Only the lines from the start of the entries through the line with "padding:1px 3px; background:#fcf4e7;" are wanted; please output them exactly.

[Saved entries]
◆ ◆ ◆ ◆

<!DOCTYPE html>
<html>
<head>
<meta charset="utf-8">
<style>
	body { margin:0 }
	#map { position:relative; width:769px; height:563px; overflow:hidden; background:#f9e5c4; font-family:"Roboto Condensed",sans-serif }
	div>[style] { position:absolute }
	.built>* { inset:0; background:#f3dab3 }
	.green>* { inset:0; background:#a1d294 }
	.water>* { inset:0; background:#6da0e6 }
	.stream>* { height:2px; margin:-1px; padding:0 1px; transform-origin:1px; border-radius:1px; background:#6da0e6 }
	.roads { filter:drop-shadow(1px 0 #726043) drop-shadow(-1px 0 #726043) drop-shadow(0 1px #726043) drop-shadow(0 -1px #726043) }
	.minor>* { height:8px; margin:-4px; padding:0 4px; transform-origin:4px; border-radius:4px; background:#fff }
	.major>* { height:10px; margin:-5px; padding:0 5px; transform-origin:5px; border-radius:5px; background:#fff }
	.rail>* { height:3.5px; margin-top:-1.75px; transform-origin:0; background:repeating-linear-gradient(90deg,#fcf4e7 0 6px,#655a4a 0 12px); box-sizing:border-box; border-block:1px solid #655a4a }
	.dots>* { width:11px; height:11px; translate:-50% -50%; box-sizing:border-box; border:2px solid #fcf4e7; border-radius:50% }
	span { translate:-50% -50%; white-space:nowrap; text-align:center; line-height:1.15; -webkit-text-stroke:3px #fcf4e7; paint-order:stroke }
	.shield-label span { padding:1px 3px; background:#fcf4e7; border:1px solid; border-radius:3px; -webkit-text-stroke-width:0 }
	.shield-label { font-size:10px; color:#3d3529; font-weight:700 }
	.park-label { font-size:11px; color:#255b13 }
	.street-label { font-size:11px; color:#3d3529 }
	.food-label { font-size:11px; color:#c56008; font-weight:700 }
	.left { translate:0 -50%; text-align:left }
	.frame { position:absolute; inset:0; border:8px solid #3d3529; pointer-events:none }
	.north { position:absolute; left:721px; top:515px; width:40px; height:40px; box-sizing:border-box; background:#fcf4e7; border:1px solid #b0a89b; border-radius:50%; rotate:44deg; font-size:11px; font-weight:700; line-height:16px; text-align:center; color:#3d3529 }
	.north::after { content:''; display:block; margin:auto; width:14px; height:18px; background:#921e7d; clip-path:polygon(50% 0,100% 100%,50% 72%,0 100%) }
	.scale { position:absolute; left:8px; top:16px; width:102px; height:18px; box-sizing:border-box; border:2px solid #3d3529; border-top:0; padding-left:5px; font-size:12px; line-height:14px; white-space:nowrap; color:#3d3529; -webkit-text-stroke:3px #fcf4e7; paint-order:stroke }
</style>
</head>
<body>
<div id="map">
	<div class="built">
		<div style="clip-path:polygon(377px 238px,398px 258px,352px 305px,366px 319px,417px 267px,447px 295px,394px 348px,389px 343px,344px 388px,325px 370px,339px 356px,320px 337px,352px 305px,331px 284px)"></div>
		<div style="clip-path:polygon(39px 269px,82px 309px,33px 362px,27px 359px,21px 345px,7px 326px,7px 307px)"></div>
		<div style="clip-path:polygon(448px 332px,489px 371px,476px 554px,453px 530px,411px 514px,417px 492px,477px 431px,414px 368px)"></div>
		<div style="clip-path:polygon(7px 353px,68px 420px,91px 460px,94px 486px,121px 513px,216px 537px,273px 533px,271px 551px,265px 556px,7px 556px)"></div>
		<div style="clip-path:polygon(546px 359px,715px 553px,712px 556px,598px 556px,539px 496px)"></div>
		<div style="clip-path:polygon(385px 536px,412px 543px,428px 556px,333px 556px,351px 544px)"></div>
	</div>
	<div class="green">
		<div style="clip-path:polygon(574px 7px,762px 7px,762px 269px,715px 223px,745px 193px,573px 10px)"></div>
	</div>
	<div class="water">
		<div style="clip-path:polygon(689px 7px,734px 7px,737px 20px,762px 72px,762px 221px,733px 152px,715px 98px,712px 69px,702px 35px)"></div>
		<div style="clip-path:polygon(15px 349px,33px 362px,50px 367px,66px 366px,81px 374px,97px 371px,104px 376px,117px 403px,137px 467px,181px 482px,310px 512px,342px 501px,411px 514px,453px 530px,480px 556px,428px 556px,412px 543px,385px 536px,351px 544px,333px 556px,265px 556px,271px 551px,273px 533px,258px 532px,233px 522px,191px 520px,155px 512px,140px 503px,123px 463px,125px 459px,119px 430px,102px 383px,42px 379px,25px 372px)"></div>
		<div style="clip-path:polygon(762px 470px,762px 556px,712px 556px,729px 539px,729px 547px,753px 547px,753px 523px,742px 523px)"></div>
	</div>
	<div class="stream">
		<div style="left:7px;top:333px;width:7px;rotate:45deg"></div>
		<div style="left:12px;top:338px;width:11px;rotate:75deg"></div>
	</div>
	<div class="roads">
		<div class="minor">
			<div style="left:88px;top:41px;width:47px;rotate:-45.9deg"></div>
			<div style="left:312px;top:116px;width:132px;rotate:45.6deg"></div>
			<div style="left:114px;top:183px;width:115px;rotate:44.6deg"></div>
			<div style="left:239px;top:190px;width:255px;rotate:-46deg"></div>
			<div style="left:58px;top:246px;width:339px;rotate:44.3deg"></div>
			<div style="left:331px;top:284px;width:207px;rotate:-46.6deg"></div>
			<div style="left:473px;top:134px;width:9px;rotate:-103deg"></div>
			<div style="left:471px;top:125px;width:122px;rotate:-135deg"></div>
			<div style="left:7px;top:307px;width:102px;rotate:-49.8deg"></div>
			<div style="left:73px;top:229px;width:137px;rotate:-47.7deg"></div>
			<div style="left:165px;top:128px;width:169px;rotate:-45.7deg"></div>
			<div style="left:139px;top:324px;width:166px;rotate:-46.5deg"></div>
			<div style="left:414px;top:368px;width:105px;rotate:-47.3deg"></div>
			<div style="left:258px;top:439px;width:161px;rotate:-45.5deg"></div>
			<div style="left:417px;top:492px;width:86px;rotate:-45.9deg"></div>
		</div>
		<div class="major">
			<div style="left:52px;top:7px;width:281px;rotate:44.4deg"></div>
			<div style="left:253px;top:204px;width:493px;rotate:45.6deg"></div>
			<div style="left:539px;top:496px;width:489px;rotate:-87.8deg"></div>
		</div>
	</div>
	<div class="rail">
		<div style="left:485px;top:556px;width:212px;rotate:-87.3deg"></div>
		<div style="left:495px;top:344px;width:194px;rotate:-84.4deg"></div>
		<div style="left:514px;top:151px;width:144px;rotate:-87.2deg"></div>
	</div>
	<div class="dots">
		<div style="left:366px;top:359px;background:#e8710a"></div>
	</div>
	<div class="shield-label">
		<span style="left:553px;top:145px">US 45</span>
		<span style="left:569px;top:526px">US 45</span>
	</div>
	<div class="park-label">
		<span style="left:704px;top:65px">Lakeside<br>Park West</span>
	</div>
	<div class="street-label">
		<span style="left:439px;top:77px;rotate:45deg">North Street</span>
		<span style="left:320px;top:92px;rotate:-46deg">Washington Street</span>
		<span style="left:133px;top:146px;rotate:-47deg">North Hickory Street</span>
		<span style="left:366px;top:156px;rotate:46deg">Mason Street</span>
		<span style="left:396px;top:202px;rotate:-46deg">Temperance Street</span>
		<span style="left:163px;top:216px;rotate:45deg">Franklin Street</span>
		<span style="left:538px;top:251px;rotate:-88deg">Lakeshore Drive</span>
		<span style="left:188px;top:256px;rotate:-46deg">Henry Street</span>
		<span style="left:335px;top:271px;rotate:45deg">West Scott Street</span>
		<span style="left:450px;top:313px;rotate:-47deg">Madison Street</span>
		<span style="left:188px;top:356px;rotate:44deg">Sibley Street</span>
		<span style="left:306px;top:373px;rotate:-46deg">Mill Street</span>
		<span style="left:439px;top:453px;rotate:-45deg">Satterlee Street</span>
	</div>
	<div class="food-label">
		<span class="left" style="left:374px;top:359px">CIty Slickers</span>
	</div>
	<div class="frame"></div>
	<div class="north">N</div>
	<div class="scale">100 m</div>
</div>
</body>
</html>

◆ ◆ ◆ ◆

• SOLUTION FOR THIS EXERCISE
<!DOCTYPE html>
<html>
<head>
<meta charset="utf-8">
<style>
	body { margin:0 }
	#map { position:relative; width:769px; height:563px; overflow:hidden; background:#f9e5c4; font-family:"Roboto Condensed",sans-serif }
	div>[style] { position:absolute }
	.built>* { inset:0; background:#f3dab3 }
	.green>* { inset:0; background:#a1d294 }
	.water>* { inset:0; background:#6da0e6 }
	.stream>* { height:2px; margin:-1px; padding:0 1px; transform-origin:1px; border-radius:1px; background:#6da0e6 }
	.roads { filter:drop-shadow(1px 0 #726043) drop-shadow(-1px 0 #726043) drop-shadow(0 1px #726043) drop-shadow(0 -1px #726043) }
	.minor>* { height:8px; margin:-4px; padding:0 4px; transform-origin:4px; border-radius:4px; background:#fff }
	.major>* { height:10px; margin:-5px; padding:0 5px; transform-origin:5px; border-radius:5px; background:#fff }
	.rail>* { height:3.5px; margin-top:-1.75px; transform-origin:0; background:repeating-linear-gradient(90deg,#fcf4e7 0 6px,#655a4a 0 12px); box-sizing:border-box; border-block:1px solid #655a4a }
	.dots>* { width:11px; height:11px; translate:-50% -50%; box-sizing:border-box; border:2px solid #fcf4e7; border-radius:50% }
	span { translate:-50% -50%; white-space:nowrap; text-align:center; line-height:1.15; -webkit-text-stroke:3px #fcf4e7; paint-order:stroke }
	.shield-label span { padding:1px 3px; background:#fcf4e7; border:1px solid; border-radius:3px; -webkit-text-stroke-width:0 }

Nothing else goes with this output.